Football, wrestling, and immersive experiences: Netflix has expanded beyond its usual scripted and reality TV offerings this year.
Last quarter, Netflix reported a record 269.9 million subscribers, significantly outpacing streaming rivals like Disney+, Peacock, and Max (owned by Warner Bros. Discovery, CNN’s parent company). This surge was partly due to Netflix’s efforts to push users who share passwords to create their own accounts.
However, the boost from the password-sharing crackdown might be temporary. Netflix recently announced it would stop sharing its quarterly subscriber numbers starting in 2025.
In the ongoing battle for viewer attention against traditional media companies and newer platforms like
YouTube and TikTok, Netflix has ventured into live sports programming and immersive experiences in the past two months.
With its recent move into advertising, Netflix is starting to resemble the traditional media companies it aims to disrupt, according to Macquarie analyst Tim Nollen.
“Netflix is becoming what the old broadcasters were at their peak, but in a more sustainable, long-term way,” he said.
In May, Netflix revealed that it has 40 million monthly active users on its new ad-supported subscription tier, up from 23 million in January.

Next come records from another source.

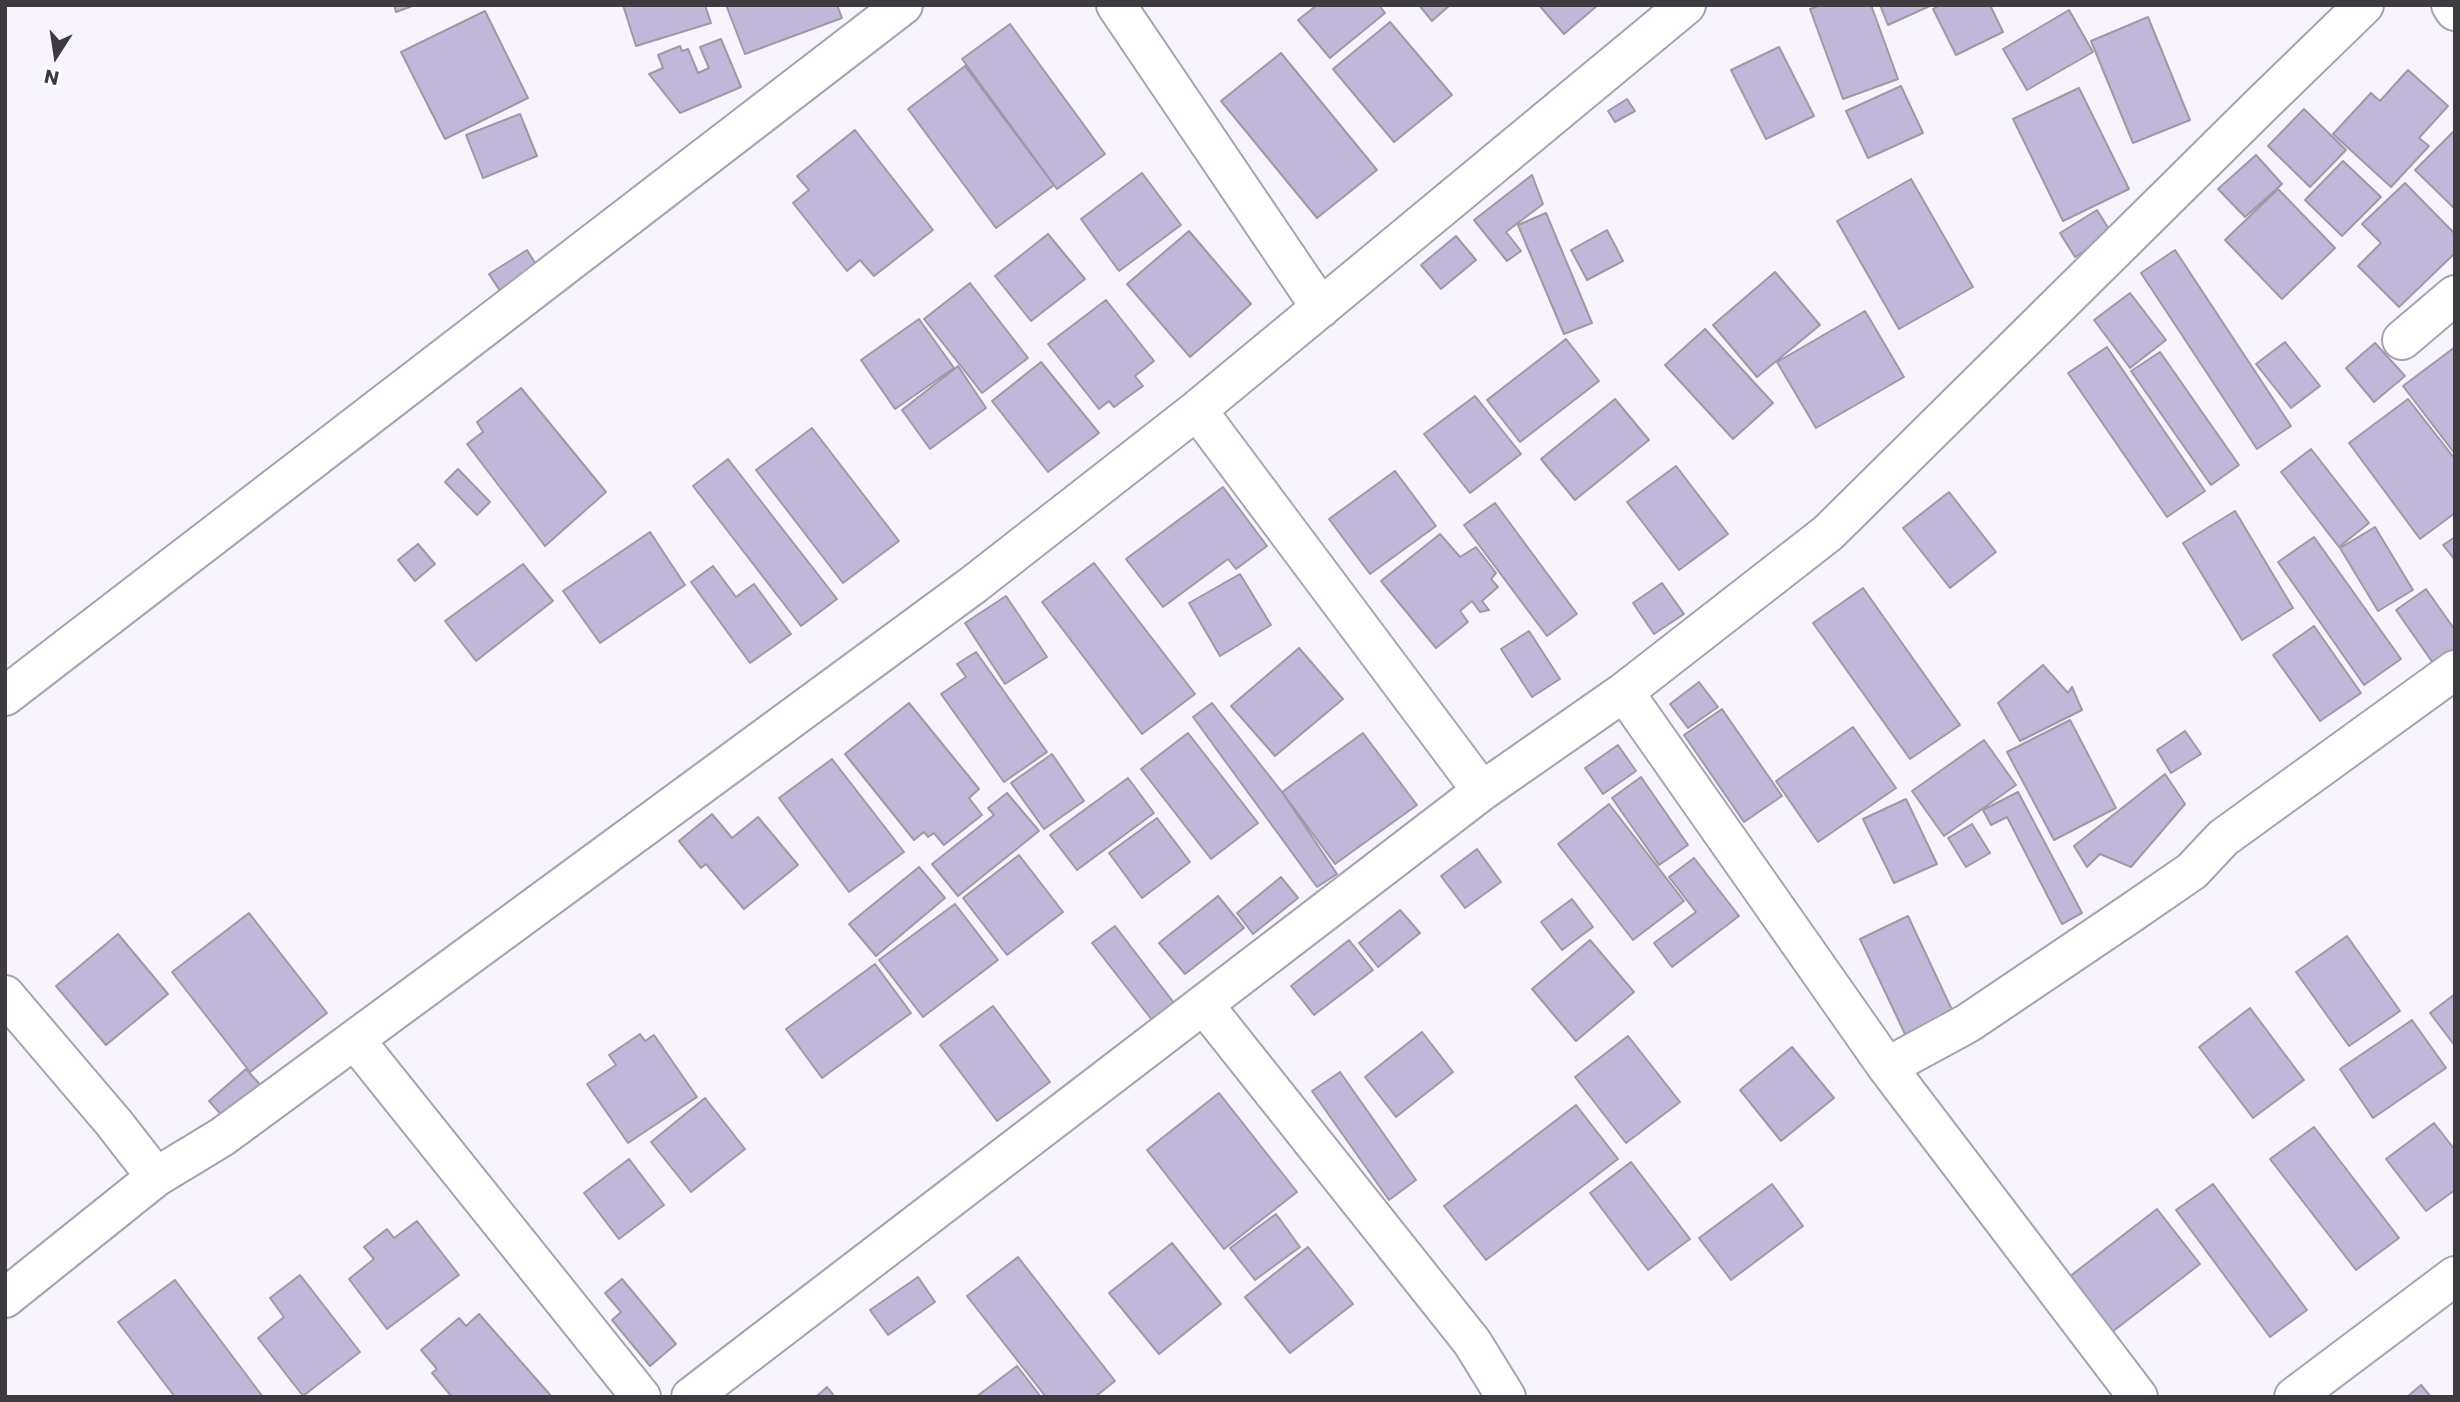 <!DOCTYPE html>
<html>
<head>
<meta charset="utf-8">
<style>
	body { margin:0 }
	#map { position:relative; width:2460px; height:1402px; overflow:hidden; background:#f7f3ff; font-family:Poppins,sans-serif }
	canvas { display:block }
	.frame { position:absolute; inset:0; border:7px solid #3d3b40; pointer-events:none }
	.north { position:absolute; left:21px; top:21px; width:70px; height:70px; -webkit-text-stroke:5px #fff; paint-order:stroke; rotate:192deg; font-size:19px; font-weight:700; line-height:28px; text-align:center; color:#3d3b40 }
	.north::after { content:''; display:block; margin:auto; width:24px; height:32px; background:#3d3b40; clip-path:polygon(50% 0,100% 100%,50% 72%,0 100%) }
</style>
</head>
<body>
<div id="map">
<canvas width="2460" height="1402"></canvas>
<div class="frame"></div>
<div class="north">N</div>
</div>
<script>
const c = document.querySelector('canvas').getContext('2d');
c.lineJoin = 'round';
function fillPath(path, color) { c.fillStyle = color; c.fill(path, 'evenodd'); }
const shape = rows => new Path2D(rows.map(r => 'M' + r).join(''));
function trace(path, color, width, dash) { c.strokeStyle = color; c.lineWidth = width; c.lineCap = dash ? 'butt' : 'round'; c.setLineDash(dash || []); c.stroke(path); }
const building = shape([
	[394,5,415,5,396,12,394,5],
	[623,5,705,5,711,23,636,46,623,5],
	[726,5,837,5,842,18,745,54,726,5],
	[1317,5,1379,5,1385,13,1330,58,1298,20,1317,5],
	[1419,5,1450,5,1432,21,1419,5],
	[1539,5,1598,5,1564,34,1539,5],
	[1821,5,1871,5,1898,79,1843,99,1810,9,1821,5],
	[1880,5,1932,5,1888,25,1880,5],
	[1940,5,1990,5,2003,32,1956,55,1933,9,1940,5],
	[2069,10,2093,52,2027,90,2003,49,2069,10],
	[485,11,528,98,445,139,401,52,485,11],
	[2148,17,2190,120,2133,143,2091,41,2148,17],
	[1390,22,1452,95,1394,142,1333,69,1390,22],
	[1010,24,1105,154,1057,189,962,59,1010,24],
	[721,39,741,87,680,113,649,74,663,68,658,55,680,46,682,51,688,49,698,73,709,68,700,47,721,39],
	[1779,47,1814,116,1766,139,1731,70,1779,47],
	[1281,53,1377,170,1317,218,1221,101,1281,53],
	[965,66,1054,185,996,228,908,109,965,66],
	[2408,70,2448,106,2419,138,2429,146,2391,187,2333,134,2371,93,2380,101,2408,70],
	[1901,86,1923,133,1868,158,1846,111,1901,86],
	[2079,88,2129,189,2063,221,2013,119,2079,88],
	[1627,99,1635,111,1615,122,1608,111,1627,99],
	[2304,109,2346,150,2310,187,2268,146,2304,109],
	[520,114,537,156,483,178,466,135,520,114],
	[855,130,933,230,874,276,860,260,847,271,793,203,809,190,797,176,855,130],
	[2455,130,2455,209,2415,170,2455,130],
	[2256,155,2282,184,2245,217,2218,189,2256,155],
	[2343,161,2381,197,2342,236,2305,200,2343,161],
	[1142,173,1181,225,1119,271,1081,219,1142,173],
	[1532,175,1543,204,1506,232,1521,251,1507,261,1474,220,1532,175],
	[1911,179,1973,287,1899,329,1837,221,1911,179],
	[2405,183,2455,234,2455,253,2399,307,2358,266,2381,243,2362,224,2405,183],
	[2278,189,2335,248,2282,299,2225,240,2278,189],
	[2097,210,2112,234,2075,257,2060,233,2097,210],
	[1546,213,1592,323,1564,334,1518,225,1546,213],
	[1607,230,1623,261,1587,280,1571,250,1607,230],
	[1189,231,1251,304,1190,357,1127,284,1189,231],
	[1048,234,1085,279,1031,321,995,276,1048,234],
	[1456,236,1476,260,1441,289,1421,265,1456,236],
	[527,250,542,274,504,297,489,274,527,250],
	[2175,250,2291,426,2257,449,2141,273,2175,250],
	[1775,272,1820,325,1757,377,1713,325,1775,272],
	[970,283,1028,358,982,393,924,319,970,283],
	[2130,293,2166,340,2130,368,2094,320,2130,293],
	[1106,300,1154,361,1135,376,1143,386,1114,407,1109,401,1099,409,1048,344,1106,300],
	[1865,311,1904,377,1816,428,1777,362,1865,311],
	[919,319,954,368,895,409,861,360,919,319],
	[1705,329,1773,403,1733,439,1665,365,1705,329],
	[1566,339,1599,381,1520,442,1487,400,1566,339],
	[2285,342,2320,386,2291,408,2256,364,2285,342],
	[2375,343,2405,376,2374,402,2346,368,2375,343],
	[2107,347,2205,491,2167,517,2068,373,2107,347],
	[2455,347,2455,454,2403,386,2455,347],
	[2160,352,2239,465,2211,485,2131,371,2160,352],
	[1041,362,1099,433,1048,472,992,401,1041,362],
	[958,366,986,408,930,449,902,410,958,366],
	[521,388,606,492,545,546,467,444,483,432,477,422,521,388],
	[1475,396,1521,454,1470,493,1424,434,1475,396],
	[1615,399,1649,440,1575,500,1541,459,1615,399],
	[2408,399,2455,459,2455,513,2420,539,2349,443,2408,399],
	[812,428,899,541,843,583,756,470,812,428],
	[2311,449,2369,523,2339,547,2281,472,2311,449],
	[728,459,837,599,801,626,693,486,728,459],
	[1676,466,1728,534,1679,570,1627,502,1676,466],
	[458,469,490,502,477,515,445,482,458,469],
	[1395,471,1436,526,1370,574,1329,519,1395,471],
	[1223,487,1267,546,1236,569,1228,559,1163,607,1126,559,1223,487],
	[1949,492,1996,552,1950,588,1903,528,1949,492],
	[1495,503,1577,614,1547,636,1464,525,1495,503],
	[2235,511,2293,608,2242,640,2183,543,2235,511],
	[2375,527,2413,590,2378,611,2340,548,2375,527],
	[650,532,685,585,600,643,563,591,650,532],
	[1440,534,1460,557,1476,547,1496,573,1491,579,1498,587,1482,601,1489,610,1480,612,1472,601,1460,611,1468,622,1436,648,1381,581,1440,534],
	[2314,537,2401,659,2364,685,2278,562,2314,537],
	[2455,537,2455,560,2443,545,2455,537],
	[418,544,435,564,415,581,398,560,418,544],
	[1094,563,1195,694,1142,734,1042,602,1094,563],
	[523,564,553,601,476,661,445,621,523,564],
	[713,566,736,597,754,584,791,634,750,663,691,582,713,566],
	[1240,574,1271,625,1220,656,1189,603,1240,574],
	[1662,583,1684,614,1654,634,1633,603,1662,583],
	[1863,588,1960,725,1910,759,1813,623,1863,588],
	[2426,589,2455,630,2455,652,2435,666,2396,610,2426,589],
	[1006,596,1047,657,1005,684,965,623,1006,596],
	[2314,626,2361,693,2320,721,2273,655,2314,626],
	[1529,631,1560,679,1532,697,1501,649,1529,631],
	[1299,648,1343,699,1275,756,1231,706,1299,648],
	[976,652,1047,752,1004,782,941,694,966,677,957,664,976,652],
	[2043,665,2068,693,2072,687,2082,710,2020,741,1998,703,2043,665],
	[1699,682,1718,707,1688,728,1670,704,1699,682],
	[909,703,979,789,969,798,982,815,944,845,934,833,928,837,924,832,914,840,845,754,909,703],
	[1212,703,1282,792,1337,874,1317,887,1193,717,1212,703],
	[1722,709,1782,796,1744,822,1684,735,1722,709],
	[2070,720,2116,808,2054,840,2007,752,2070,720],
	[1853,727,1896,788,1818,842,1776,781,1853,727],
	[2185,731,2201,754,2171,773,2157,750,2185,731],
	[1188,733,1258,823,1211,859,1141,769,1188,733],
	[1363,733,1417,805,1335,864,1282,792,1363,733],
	[1984,740,2016,785,1944,836,1912,791,1984,740],
	[1618,745,1636,771,1603,794,1585,768,1618,745],
	[1052,754,1084,801,1044,829,1011,783,1052,754],
	[832,759,904,852,849,892,779,798,832,759],
	[2165,774,2185,804,2131,867,2100,854,2087,867,2074,846,2165,774],
	[1641,777,1688,845,1659,865,1612,798,1641,777],
	[1128,778,1154,813,1077,870,1050,835,1128,778],
	[2018,792,2082,913,2062,924,2007,817,1991,825,1983,810,2018,792],
	[1007,793,1039,831,958,896,932,864,994,815,988,808,1007,793],
	[1906,799,1937,864,1894,883,1863,819,1906,799],
	[1609,804,1684,901,1633,940,1558,844,1609,804],
	[712,814,732,838,758,817,798,865,744,909,706,864,701,868,679,841,712,814],
	[1157,818,1190,862,1142,898,1109,853,1157,818],
	[1972,824,1990,853,1966,867,1948,838,1972,824],
	[1477,849,1501,882,1465,908,1441,876,1477,849],
	[1019,855,1063,912,1007,955,963,898,1019,855],
	[1694,858,1739,916,1672,967,1654,943,1696,912,1669,877,1694,858],
	[919,867,945,898,876,956,849,924,919,867],
	[1281,877,1298,898,1253,934,1237,913,1281,877],
	[1218,896,1244,928,1185,974,1159,943,1218,896],
	[1572,899,1593,927,1562,950,1541,922,1572,899],
	[955,904,998,960,923,1017,879,960,955,904],
	[1400,910,1420,933,1378,967,1359,943,1400,910],
	[249,913,327,1013,250,1072,172,972,249,913],
	[1908,916,1953,1012,1905,1034,1860,939,1908,916],
	[1115,926,1174,1003,1152,1020,1092,943,1115,926],
	[118,934,168,994,106,1045,56,986,118,934],
	[2347,936,2400,1011,2349,1046,2296,972,2347,936],
	[1349,940,1373,970,1314,1015,1291,986,1349,940],
	[1590,940,1634,992,1576,1041,1532,989,1590,940],
	[875,964,911,1013,822,1078,786,1029,875,964],
	[2455,994,2455,1046,2430,1013,2455,994],
	[993,1006,1050,1082,997,1121,940,1045,993,1006],
	[2250,1008,2304,1080,2253,1118,2199,1047,2250,1008],
	[2412,1020,2446,1068,2373,1118,2340,1069,2412,1020],
	[1422,1032,1453,1072,1396,1117,1365,1077,1422,1032],
	[640,1034,645,1041,654,1035,697,1097,628,1143,587,1084,616,1065,609,1055,640,1034],
	[1628,1036,1680,1102,1626,1143,1575,1077,1628,1036],
	[1792,1047,1834,1098,1781,1141,1740,1090,1792,1047],
	[246,1069,264,1089,227,1121,209,1101,246,1069],
	[1340,1072,1416,1180,1389,1200,1312,1091,1340,1072],
	[1219,1093,1297,1192,1224,1249,1147,1150,1219,1093],
	[705,1098,745,1149,691,1192,651,1142,705,1098],
	[1576,1105,1618,1159,1486,1260,1444,1206,1576,1105],
	[2434,1123,2455,1150,2455,1190,2426,1211,2386,1159,2434,1123],
	[2314,1127,2399,1238,2356,1270,2270,1159,2314,1127],
	[629,1159,664,1205,619,1239,584,1193,629,1159],
	[1631,1162,1690,1239,1648,1270,1590,1193,1631,1162],
	[1772,1184,1803,1226,1731,1280,1699,1238,1772,1184],
	[2213,1184,2307,1310,2270,1337,2176,1210,2213,1184],
	[2157,1209,2200,1264,2112,1332,2069,1277,2157,1209],
	[1276,1214,1300,1247,1255,1280,1230,1248,1276,1214],
	[417,1221,459,1275,387,1329,349,1279,374,1259,364,1247,387,1229,394,1238,417,1221],
	[1172,1243,1221,1304,1159,1354,1109,1293,1172,1243],
	[1308,1247,1353,1304,1290,1353,1245,1297,1308,1247],
	[1018,1257,1115,1381,1095,1397,1046,1397,967,1296,1018,1257],
	[300,1275,360,1352,303,1396,258,1338,284,1317,270,1298,300,1275],
	[918,1277,935,1302,888,1335,870,1310,918,1277],
	[622,1279,676,1344,650,1366,612,1320,621,1312,605,1293,622,1279],
	[175,1280,263,1397,175,1397,118,1322,175,1280],
	[479,1314,552,1397,452,1397,432,1373,437,1369,421,1350,459,1318,466,1326,479,1314],
	[1017,1366,1041,1397,976,1397,1017,1366],
	[2421,1385,2431,1397,2407,1397,2421,1385],
	[827,1387,835,1397,816,1397,827,1387]
]);
fillPath(building, '#c1b7d9');
trace(building, '#9d9aa5', 2);
const minor = shape([
	[1116,5,1321,308],
	[2451,5,2455,11],
	[2402,340,2455,295],
	[1197,410,1482,791],
	[1624,692,1887,1067,2138,1397],
	[5,696,903,5],
	[5,995,114,1123,156,1177],
	[1204,1005,1472,1342,1506,1397],
	[355,1040,641,1397],
	[1887,1067,1968,1023,2131,913,2192,871,2223,838,2455,670],
	[5,1298,156,1177,222,1137,973,585,1197,410,1686,5],
	[691,1397,1482,791,1624,692,1828,533,2261,105,2364,5],
	[2294,1397,2455,1276]
]);
trace(minor, '#a6a3ae', 42);
trace(minor, '#fff', 38);
</script>
</body>
</html>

Netflix will report second-quarter earnings on Thursday after the bell, which will likely shed more light on its strategy.
Netflix’s early evolution stages
In May, Netflix announced its biggest sports deal yet: a three-year agreement to broadcast NFL Christmas Day games. Starting this year, Netflix will globally air two NFL games on the holiday. In 2025 and 2026, Netflix will stream at least one holiday game.
“Netflix is now in live sports,” Nollen said. “This means Netflix might be the only place to watch those two Christmas Day games, potentially attracting more subscribers.”
Broadcasting football games has proven effective for boosting subscriber numbers: In January, Peacock, NBCUniversal’s streaming service, saw a 2.8 million sign-up spike in the three days leading up to its exclusive NFL playoff game broadcast.
According to Peacock, the event marked “the single biggest subscriber acquisition moment ever measured.”
Earlier this year, Netflix also announced a major move into sports programming: a 10-year deal to air “WWE Raw” live, worth over $5 billion.
But Netflix isn’t just expanding into sports. Last month, the company announced plans to open two massive entertainment venues called Netflix Houses.
These “experiential” complexes, located in former department stores at Dallas Galleria and King of Prussia mall (near Philadelphia), will each span over 100,000 square feet and feature events, themed gift shops, and restaurants. Both are set to open in 2025.
While these complexes won’t match the scale of Disney’s or Universal’s global theme parks, Seaport analyst David Joyce said they are designed to boost brand loyalty.
“They should help retain customers and keep them within the Netflix ecosystem, maintaining their subscriptions for longer,” he said.